Chapter 4

579 43 30
                                    

Elliot

I didn't fall asleep that night, too much was racing through my mind. I couldn't shut off my brain, it was as if my brain was being eaten bit by bit by butterflies and it kept screaming out at me to do something about it. 

Graphic, I know, but accurate.

The images that flashed in my brain were full of mocha eyes and the whisps of black waves that always fell into his face whenever his ponytail loosened a little bit. 

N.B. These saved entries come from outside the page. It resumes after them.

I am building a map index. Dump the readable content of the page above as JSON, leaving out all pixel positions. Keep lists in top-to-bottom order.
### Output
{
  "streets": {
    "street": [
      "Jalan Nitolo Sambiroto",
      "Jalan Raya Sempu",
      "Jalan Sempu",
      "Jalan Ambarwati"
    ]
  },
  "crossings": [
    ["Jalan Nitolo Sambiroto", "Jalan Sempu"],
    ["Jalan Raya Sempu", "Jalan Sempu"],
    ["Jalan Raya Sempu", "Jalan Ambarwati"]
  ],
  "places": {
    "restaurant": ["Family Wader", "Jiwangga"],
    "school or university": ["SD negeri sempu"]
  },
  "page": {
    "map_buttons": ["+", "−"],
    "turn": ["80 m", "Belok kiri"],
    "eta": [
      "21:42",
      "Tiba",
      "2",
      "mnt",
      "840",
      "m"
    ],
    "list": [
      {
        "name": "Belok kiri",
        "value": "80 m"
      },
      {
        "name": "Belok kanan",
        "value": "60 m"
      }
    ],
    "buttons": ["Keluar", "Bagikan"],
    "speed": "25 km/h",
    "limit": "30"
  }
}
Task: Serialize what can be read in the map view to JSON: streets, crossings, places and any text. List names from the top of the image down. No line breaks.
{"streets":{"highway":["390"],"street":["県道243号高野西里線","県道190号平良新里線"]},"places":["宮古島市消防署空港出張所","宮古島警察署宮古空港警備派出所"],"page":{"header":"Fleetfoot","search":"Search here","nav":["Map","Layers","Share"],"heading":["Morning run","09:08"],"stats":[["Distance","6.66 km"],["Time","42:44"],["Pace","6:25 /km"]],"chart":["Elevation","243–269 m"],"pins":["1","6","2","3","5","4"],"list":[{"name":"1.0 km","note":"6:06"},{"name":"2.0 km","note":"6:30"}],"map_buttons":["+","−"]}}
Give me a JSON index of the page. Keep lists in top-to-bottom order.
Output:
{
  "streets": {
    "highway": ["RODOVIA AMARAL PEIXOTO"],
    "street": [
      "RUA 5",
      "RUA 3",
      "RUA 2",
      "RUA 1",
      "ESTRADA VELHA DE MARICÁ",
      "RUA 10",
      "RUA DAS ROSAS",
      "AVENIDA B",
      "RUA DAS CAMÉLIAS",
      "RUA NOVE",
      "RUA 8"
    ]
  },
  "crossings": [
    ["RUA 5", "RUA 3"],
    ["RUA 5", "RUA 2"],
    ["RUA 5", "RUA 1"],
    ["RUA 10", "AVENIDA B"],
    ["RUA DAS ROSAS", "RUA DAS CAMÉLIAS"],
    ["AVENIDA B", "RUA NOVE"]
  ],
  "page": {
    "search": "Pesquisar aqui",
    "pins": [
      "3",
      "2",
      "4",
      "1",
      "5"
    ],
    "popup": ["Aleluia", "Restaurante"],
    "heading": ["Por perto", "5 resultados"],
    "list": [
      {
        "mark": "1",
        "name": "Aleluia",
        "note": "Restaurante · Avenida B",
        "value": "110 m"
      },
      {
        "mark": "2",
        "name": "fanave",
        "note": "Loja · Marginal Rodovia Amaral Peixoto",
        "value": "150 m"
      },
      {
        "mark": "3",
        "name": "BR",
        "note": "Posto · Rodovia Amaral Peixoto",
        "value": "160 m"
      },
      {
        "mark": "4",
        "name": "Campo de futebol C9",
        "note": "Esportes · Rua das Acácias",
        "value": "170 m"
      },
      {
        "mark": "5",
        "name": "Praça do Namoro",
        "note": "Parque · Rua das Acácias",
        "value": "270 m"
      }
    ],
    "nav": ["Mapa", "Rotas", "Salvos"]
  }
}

Yes, there were more important things that should be going through my mind, like how the hell do I defeat Erebus when he never ever wants to fight me?!

Honestly, it's really insulting.

I slammed my fist onto my next project, and hurl the plans into the trash can. 

"It's not good enough," I mutter to the empty room, "it's never good enough!"

I growl again, I had been staring at that paper, the one currently wadded up in the trash can, for four hours. It was nearing midnight and I could no longer stand being suffocated by my apartment.  

What happened to me? In Evil Graduate School, I was at the top of my game. I was top of my class. I even scored "Least Likely to Get Caught and Thrown Away in Prison" as my superlative. I had turned out to be an utter failure.

To make it worse, I knew it.

It was all getting to me, I was going soft, too soft. I didn't know why. Would I ever? Most likely not.

It was time for a midnight walk across the empty streets of this small town. Maybe Erebus would be out, maybe we could spar a bit, get my mind off things. Maybe. 

I grabbed my leather coat and walked out of the apartment. 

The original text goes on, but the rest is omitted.